Here comes the key part: we are going to recognize $\Sigma$ as a "hyper surface" which maps elements from $\Bbb R^p$ to $\Bbb R^{p+q}$, and then parameterize it with the aid of the implicit function: if we regard $U_{\Sigma}$ as the "parameter domain" for the hyper surface $\Sigma$, then we are immediately able to define the parametrization mapping $\sigma$ for $\Sigma$ as \begin{equation}\sigma(\tilde{x}):U_{\Sigma}\ni\tilde{x}\mapsto \sigma(\tilde{x}):=(\tilde{x},\xi(\tilde{x}))\in\Sigma\subset \Bbb R^m\end{equation} Hence we can rewrite the "goal function" $\theta(x)$ as \begin{equation}\Theta(\tilde{x}):U_{\Sigma}\ni\tilde{x}\mapsto \Theta(\tilde{x}):=\theta\circ\sigma(\tilde{x})\in\Bbb R\end{equation} The significant difference between the original form $\theta(x)$ and the rewritten form $\Theta(\tilde{x})$ is that the latter is defined directly on an open domain $U_{\Sigma}$, "freed" from any constraint.
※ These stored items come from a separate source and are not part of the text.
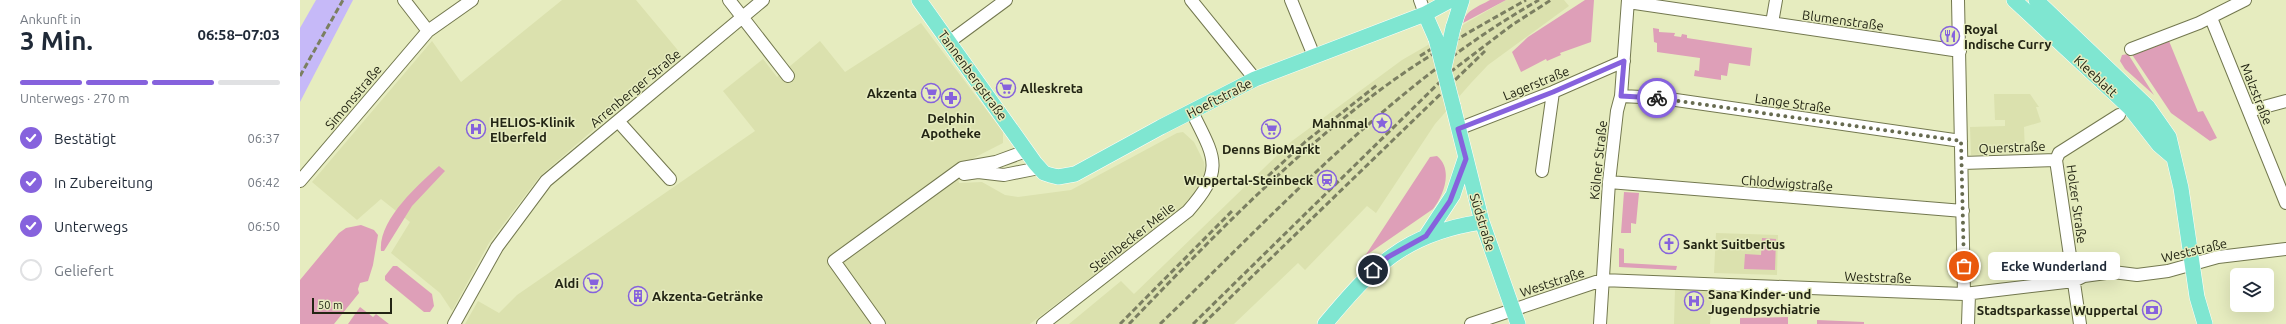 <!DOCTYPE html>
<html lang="de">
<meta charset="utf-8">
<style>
body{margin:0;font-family:Ubuntu,sans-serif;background:#f2f2f3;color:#1f2937;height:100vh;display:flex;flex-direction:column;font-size:15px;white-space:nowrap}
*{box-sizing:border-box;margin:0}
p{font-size:13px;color:#747a83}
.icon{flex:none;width:22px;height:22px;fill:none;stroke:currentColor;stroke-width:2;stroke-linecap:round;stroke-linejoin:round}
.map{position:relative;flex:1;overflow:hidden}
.details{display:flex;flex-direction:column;background:#fff;width:300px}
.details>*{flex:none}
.controls{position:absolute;left:1930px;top:268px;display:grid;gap:8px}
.controls a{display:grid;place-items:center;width:44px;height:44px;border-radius:6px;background:#fff;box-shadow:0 4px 16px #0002;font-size:20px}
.scale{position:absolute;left:12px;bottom:10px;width:80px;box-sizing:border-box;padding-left:4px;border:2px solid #232514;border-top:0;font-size:11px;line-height:14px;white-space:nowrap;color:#232514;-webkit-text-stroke:3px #e6ecbf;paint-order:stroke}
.pin{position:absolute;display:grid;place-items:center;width:34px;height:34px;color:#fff;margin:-17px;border:2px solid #fff;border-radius:50%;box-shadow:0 1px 4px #0007}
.courier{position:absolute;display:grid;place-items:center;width:40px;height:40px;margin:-20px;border:3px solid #8662dd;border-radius:50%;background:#fff;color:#222;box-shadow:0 1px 5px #0007}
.bubble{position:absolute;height:28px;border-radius:6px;background:#fff;box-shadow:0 4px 16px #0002;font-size:13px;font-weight:600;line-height:28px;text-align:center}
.overview em{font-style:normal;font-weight:600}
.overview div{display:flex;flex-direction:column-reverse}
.overview{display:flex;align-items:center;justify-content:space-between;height:68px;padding:0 20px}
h1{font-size:26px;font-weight:600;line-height:30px}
.bar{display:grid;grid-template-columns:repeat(4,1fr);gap:6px 4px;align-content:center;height:48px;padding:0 20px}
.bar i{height:5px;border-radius:3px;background:#e0e1e3}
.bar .current{background:#8662dd}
.bar p{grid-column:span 4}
ol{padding:0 20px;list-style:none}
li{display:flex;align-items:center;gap:12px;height:44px}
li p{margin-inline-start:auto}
li .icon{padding:4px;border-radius:50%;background:#8662dd;color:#fff;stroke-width:4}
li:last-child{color:#747a83}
li i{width:22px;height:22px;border:2px solid #e0e1e3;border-radius:50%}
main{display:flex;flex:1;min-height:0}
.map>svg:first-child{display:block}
.built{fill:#dbe1ae}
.green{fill:#de9fb8}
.water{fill:#c6b9f8}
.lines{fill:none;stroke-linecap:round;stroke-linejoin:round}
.minor-casing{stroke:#73784f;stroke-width:14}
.major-casing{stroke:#fff;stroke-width:16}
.minor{stroke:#fff;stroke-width:12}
.major{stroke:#7fe6d1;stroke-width:15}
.rail{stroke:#7b7f61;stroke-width:3;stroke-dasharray:6 3;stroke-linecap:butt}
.major-bridge-casing{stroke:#fff;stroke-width:16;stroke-linecap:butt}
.major-bridge{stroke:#7fe6d1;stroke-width:15}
.done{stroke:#676b50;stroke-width:4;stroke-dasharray:0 7.2}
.route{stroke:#8662dd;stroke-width:5}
.labels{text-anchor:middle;stroke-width:3;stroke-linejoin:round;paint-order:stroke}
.street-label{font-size:13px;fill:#232514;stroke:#e6ecbf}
.poi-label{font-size:13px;font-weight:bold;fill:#232514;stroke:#e6ecbf;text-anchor:start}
</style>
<main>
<section class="details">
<div class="overview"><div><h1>3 Min.</h1><p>Ankunft in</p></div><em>06:58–07:03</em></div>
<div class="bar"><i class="current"></i><i class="current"></i><i class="current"></i><i></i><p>Unterwegs · 270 m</p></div>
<ol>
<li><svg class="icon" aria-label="check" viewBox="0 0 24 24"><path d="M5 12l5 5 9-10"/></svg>Bestätigt<p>06:37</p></li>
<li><svg class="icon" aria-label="check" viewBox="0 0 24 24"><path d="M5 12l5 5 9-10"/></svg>In Zubereitung<p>06:42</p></li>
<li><svg class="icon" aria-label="check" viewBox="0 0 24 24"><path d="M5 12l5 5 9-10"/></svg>Unterwegs<p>06:50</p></li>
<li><i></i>Geliefert</li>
</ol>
</section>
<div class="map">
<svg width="1986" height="324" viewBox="0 0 1986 324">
<rect width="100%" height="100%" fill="#e6ecbf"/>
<path class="built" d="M 262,0 L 336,0 L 381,54 L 240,176 L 189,243 L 152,311 L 140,293 L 91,253 L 110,222 L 81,199 L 57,220 L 12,182 L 132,41 L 161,82 Z
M 1206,0 L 1264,0 L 1269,6 L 1188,65 L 1171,83 L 1135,124 L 1076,213 L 1067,206 L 1005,270 L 998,263 L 934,324 L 769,324 L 821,281 L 834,294 L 992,141 L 1102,60 Z
M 621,23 L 703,132 L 703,143 L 656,167 L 659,183 L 682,182 L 705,195 L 718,197 L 771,190 L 877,133 L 883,132 L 894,142 L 904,162 L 905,172 L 902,184 L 880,209 L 730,324 L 165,324 L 178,301 L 199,313 L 217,295 L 455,131 L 423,91 L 463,59 L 477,77 L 520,41 L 545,72 Z
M 1694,94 L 1730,94 L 1739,107 L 1736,107 L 1741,122 L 1724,127 L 1725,153 L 1671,155 L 1670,127 L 1705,126 L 1705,120 L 1695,120 Z
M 1416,233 L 1478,235 L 1477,275 L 1414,273 Z
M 1375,289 L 1413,291 L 1410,324 L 1374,324 Z"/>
<path class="green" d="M 1190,0 L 1206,0 L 1163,23 C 1165,10 1180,6 1190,0 Z
M 1285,0 L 1294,0 L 1291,42 L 1260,53 L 1261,55 L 1247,61 L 1246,59 L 1221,72 L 1212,52 L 1228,37 Z
M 1353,28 L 1359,29 L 1359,32 L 1375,33 L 1374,36 L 1381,37 L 1382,34 L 1387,35 L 1387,38 L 1452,48 L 1450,66 L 1429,63 L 1427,76 L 1421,75 L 1421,80 L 1394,76 L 1395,70 L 1399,71 L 1400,58 L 1357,52 L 1357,43 L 1354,42 Z
M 1869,41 L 1898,112 L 1903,111 L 1917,138 L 1910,141 L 1871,113 L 1831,53 Z
M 1828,54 L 1854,95 L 1825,69 L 1820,61 L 1822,55 Z
M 1137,156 C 1154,170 1143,196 1133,209 L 1065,256 L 1130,157 Z
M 139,166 L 145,171 L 112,206 L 84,251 L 81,251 C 78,220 118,185 139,166 Z
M 1324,192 L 1339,193 L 1336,224 L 1331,223 L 1331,233 L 1321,233 Z
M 61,225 L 74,230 L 78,235 L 73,265 L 68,281 L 60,283 L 58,289 L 59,293 L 34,324 L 0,324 L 0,280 L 39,233 L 46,228 Z
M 1462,238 L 1476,239 L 1475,270 L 1444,269 L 1445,254 L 1461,255 Z
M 1319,248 L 1324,249 L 1324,263 L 1377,266 L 1376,270 L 1319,267 Z
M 93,266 L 97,266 L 132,294 L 134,306 L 130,312 L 124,312 L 85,280 L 85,276 Z
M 60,307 L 73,317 L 76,314 L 89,324 L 48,324 Z
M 1488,317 L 1488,324 L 1440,324 L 1440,318 Z
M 1517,320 L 1564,322 L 1564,324 L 1517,324 Z"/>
<path class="water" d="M 16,0 L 53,0 L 0,102 L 0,28 Z"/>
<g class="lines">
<g class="minor-casing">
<path id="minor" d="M 104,0 L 128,31
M 429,0 L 488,76
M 891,0 L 955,79
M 991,0 L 1014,56
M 1120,0 L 1125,14
M 1658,0 L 1664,294
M 1328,2 L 1660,51
M 1911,18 L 1986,203
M 1472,23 L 1476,0
M 649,42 L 706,0
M 1831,49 L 1899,23 L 1945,0
M 1321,96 L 1362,98 L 1661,141
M 1949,111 L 1986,101
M 318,121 L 370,179
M 1158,129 L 1253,92 L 1324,61
M 1662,163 L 1756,160
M 1242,171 L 1253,92
M 664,174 L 678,172 L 704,175 L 739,168
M 0,181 L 128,31 L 172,0
M 1309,182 L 1663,211
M 154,324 L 197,247 L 246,181 L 463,0
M 579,324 L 534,261 L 662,168 L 696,162 L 726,151
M 743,324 L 888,211 C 925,169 915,158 892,112
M 1171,324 L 1302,280 L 1664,294 L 1774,281 L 1784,276 L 1813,272 L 1837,275 L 1868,271 L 1918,257 L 1986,249
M 1300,324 L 1309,182 L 1317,111 L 1321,96 L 1328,0
M 1668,324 L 1669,294
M 1780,324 L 1756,160 L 1759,153 L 1819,115"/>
</g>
<g class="major-casing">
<path id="major" d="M 619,0 L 735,163 L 744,173 L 750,175 L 758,177 L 775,174 L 861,127 L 955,79 L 1125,14 L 1151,0
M 1714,0 L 1830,108 L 1859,145 L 1873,157
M 1736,0 L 1848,107 L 1869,137 L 1881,188 L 1897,297 L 1905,324
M 1125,14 L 1136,39
M 1153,28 L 1162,0
M 1153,106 L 1182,222 L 1218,324
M 1126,236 L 1153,195 L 1165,159
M 1025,324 C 1073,267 1104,233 1182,222"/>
</g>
<use href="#minor" class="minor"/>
<use href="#major" class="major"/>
<path class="rail" d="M 1120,56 L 1159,32
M 0,76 L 43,0
M 968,176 L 1005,142 L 1077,85
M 820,324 L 932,211
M 829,324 C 912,238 994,152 1091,82 C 1134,51 1180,26 1226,0
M 860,324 C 980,209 1093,83 1239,0
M 893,324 L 1149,73 L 1212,25 L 1251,0
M 903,324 L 1185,51"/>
<g class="major-bridge-casing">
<path id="major-bridge" d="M 1136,39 L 1153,106
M 1144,68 L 1153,28"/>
</g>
<use href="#major-bridge" class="major-bridge"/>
</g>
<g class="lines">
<path class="done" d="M 1357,98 L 1661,141 L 1664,266"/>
<path class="route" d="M 1073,270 L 1088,257 L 1126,236 L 1150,201 L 1166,159 L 1158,129 L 1253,92 L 1324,61 L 1321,96 L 1357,98"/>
</g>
<defs>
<g id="restaurant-ring" transform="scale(1)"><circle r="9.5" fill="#e6ecbf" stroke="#8662dd" stroke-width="1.5"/><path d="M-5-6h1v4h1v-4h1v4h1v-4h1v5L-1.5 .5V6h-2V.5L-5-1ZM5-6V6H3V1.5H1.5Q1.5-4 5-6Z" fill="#8662dd"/></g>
<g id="supermarket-ring" transform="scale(1)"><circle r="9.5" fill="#e6ecbf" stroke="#8662dd" stroke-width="1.5"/><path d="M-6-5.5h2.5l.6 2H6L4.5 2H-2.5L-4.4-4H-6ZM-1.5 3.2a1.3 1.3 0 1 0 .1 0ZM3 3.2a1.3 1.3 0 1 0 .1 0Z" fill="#8662dd"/></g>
<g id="pharmacy-ring" transform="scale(1)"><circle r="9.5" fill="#e6ecbf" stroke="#8662dd" stroke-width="1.5"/><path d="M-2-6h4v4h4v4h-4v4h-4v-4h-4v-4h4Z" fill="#8662dd"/></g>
<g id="sight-ring" transform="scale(1)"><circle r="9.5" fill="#e6ecbf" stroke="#8662dd" stroke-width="1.5"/><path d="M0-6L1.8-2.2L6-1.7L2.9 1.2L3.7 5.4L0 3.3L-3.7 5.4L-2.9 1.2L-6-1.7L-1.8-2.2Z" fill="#8662dd"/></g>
<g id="hospital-ring" transform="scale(1)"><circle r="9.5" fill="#e6ecbf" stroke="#8662dd" stroke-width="1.5"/><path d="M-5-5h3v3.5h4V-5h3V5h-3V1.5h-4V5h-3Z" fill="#8662dd"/></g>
<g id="station-ring" transform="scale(1)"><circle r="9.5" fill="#e6ecbf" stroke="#8662dd" stroke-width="1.5"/><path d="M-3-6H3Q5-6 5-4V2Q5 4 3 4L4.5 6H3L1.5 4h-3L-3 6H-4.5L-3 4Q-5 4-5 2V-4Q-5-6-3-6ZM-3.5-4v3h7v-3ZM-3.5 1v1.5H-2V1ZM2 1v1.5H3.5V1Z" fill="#8662dd"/></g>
<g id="church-ring" transform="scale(1)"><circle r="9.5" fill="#e6ecbf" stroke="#8662dd" stroke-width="1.5"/><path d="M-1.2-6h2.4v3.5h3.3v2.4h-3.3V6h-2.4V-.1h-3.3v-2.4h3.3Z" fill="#8662dd"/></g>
<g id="building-ring" transform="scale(1)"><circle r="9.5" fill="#e6ecbf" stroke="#8662dd" stroke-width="1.5"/><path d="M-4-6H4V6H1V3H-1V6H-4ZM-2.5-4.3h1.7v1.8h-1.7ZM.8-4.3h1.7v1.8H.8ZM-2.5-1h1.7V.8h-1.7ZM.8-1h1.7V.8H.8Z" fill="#8662dd"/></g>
<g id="bank-ring" transform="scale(1)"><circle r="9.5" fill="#e6ecbf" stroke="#8662dd" stroke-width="1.5"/><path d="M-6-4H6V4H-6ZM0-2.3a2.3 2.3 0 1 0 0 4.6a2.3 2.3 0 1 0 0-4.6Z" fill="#8662dd"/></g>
</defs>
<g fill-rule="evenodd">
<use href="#restaurant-ring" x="1650" y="36"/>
<use href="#supermarket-ring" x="706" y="88"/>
<use href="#supermarket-ring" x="631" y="93"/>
<use href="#pharmacy-ring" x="651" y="98"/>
<use href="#sight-ring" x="1082" y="123"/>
<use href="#hospital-ring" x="176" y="129"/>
<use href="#supermarket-ring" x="971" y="129"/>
<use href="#station-ring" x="1027" y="180"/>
<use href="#church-ring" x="1369" y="244"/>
<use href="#supermarket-ring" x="293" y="283"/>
<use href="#building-ring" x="338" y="296"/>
<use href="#hospital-ring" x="1394" y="301"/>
<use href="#bank-ring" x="1852" y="310"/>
</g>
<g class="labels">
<g class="street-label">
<text transform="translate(1543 20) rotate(8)" y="5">Blumenstraße</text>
<text transform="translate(673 75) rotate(54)" y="5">Tannenbergstraße</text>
<text transform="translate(1796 76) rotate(43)" y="5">Kleeblatt</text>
<text transform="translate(1236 83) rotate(-22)" y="5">Lagerstraße</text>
<text transform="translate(335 88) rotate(-40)" y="5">Arrenberger Straße</text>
<text transform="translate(1957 94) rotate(68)" y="5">Malzstraße</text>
<text transform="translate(53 97) rotate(-50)" y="5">Simonsstraße</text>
<text transform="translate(919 98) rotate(-27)" y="5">Hoeftstraße</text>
<text transform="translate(1493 103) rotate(8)" y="5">Lange Straße</text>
<text transform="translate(1712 147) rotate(-2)" y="5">Querstraße</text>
<text transform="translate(1298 160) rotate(-84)" y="5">Kölner Straße</text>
<text transform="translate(1487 183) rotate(4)" y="5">Chlodwigstraße</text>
<text transform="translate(1777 204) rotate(82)" y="5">Holzer Straße</text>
<text transform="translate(1183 222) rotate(73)" y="5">Südstraße</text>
<text transform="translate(832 237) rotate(-38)" y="5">Steinbecker Meile</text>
<text transform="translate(1894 250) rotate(-13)" y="5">Weststraße</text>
<text transform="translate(1578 277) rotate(2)" y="5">Weststraße</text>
<text transform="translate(1252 282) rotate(-18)" y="5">Weststraße</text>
</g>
<g class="poi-label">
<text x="1664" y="34">Royal<tspan x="1664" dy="15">Indische Curry</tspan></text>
<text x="720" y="93">Alleskreta</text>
<text x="617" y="98" text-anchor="end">Akzenta</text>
<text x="651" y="123" text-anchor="middle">Delphin<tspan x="651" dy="15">Apotheke</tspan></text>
<text x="190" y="127">HELIOS-Klinik<tspan x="190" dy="15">Elberfeld</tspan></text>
<text x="1068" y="128" text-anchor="end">Mahnmal</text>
<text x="971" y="154" text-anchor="middle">Denns BioMarkt</text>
<text x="1013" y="185" text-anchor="end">Wuppertal-Steinbeck</text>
<text x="1383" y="249">Sankt Suitbertus</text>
<text x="279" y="288" text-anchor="end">Aldi</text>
<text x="1408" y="299">Sana Kinder- und<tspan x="1408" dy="15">Jugendpsychiatrie</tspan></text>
<text x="352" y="301">Akzenta-Getränke</text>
<text x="1838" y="315" text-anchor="end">Stadtsparkasse Wuppertal</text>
</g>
</g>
</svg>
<div class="controls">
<a><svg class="icon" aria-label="layers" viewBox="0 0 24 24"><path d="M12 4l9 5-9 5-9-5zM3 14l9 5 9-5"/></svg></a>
</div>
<div class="scale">50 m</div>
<div class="pin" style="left:1664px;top:266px;background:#ea580c"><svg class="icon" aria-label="bag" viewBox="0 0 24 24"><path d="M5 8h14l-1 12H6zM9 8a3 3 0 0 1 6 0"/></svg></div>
<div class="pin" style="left:1073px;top:270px;background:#1f2937"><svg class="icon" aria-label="home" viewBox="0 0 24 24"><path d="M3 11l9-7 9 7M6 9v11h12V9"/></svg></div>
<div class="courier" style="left:1357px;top:98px"><svg class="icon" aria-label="bike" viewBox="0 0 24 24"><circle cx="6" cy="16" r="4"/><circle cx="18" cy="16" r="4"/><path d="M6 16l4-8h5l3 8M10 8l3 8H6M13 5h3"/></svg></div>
<div class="bubble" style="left:1688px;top:252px;width:132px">Ecke Wunderland</div>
</div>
</main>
Therefore, if we are to seek local extrema for $\Theta(\tilde{x})$, all we have to do is simply let \begin{equation} (D\Theta)(\tilde{x})=(D\theta\circ\sigma)(\tilde{x})=0\in\Bbb R^{1\times p} \end{equation}
By Chain Rule, we have $$ (D\theta\circ\sigma)(\tilde{x})=(D\theta)(\sigma(\tilde{x}))(D\sigma)(\tilde{x}) $$ Note that $\sigma(\tilde{x})=(\tilde{x},\xi(\tilde{x}))$ and hence $$(D\theta)(\cdot)=\left[(D_{\tilde{x}}\theta)(\cdot),(D_{\hat{x}}\theta)(\cdot)\right]$$ and ($I_p$ denotes the $p\times p$ identity matrix) $$(D\sigma)(\tilde{x})=\begin{bmatrix} I_p \\ (D\xi)(\tilde{x}) \end{bmatrix}$$ we have \begin{equation} (D\theta\circ\sigma)(\tilde{x})=(D_{\tilde{x}}\theta)(x)+(D_{\hat{x}}\theta)(x)(D\xi)(\tilde{x})=0\in\Bbb R^{1\times p} \end{equation} Again, aided by the Implicit Function Theorem, we have \begin{equation} (D\xi)(\tilde{x})=-(D_{\hat{x}}f)^{-1}(x)(D_{\tilde{x}}f)(x) \end{equation} plugging it into the previous equation, we obtain the following equation \begin{equation}(D_{\tilde{x}}\theta)(x)-(D_{\hat{x}}\theta)(x)(D_{\hat{x}}f)^{-1}(x)(D_{\tilde{x}}f)(x)=0\in\Bbb R^{1\times q}\end{equation} Together with the constraint $f(x)=0\in\Bbb R^q$, we have $$ \left\{ \begin{array}{l} (D_{\tilde{x}}\theta)(x)-(D_{\hat{x}}\theta)(x)(D_{\hat{x}}f)^{-1}(x)(D_{\tilde{x}}f)(x)=0\in\Bbb R^{1\times p}\\ f(x)=0\in\Bbb R^q \end{array} \right. $$ Provided that $\Sigma$ (and hence $U_{\Sigma}$) is compact, these $m$ equations can determine all the possible $x_*$s that are not located on $\partial\Sigma$, which, in my opinion, is the intrinsic form of the so-called Lagrange Multiplier Function.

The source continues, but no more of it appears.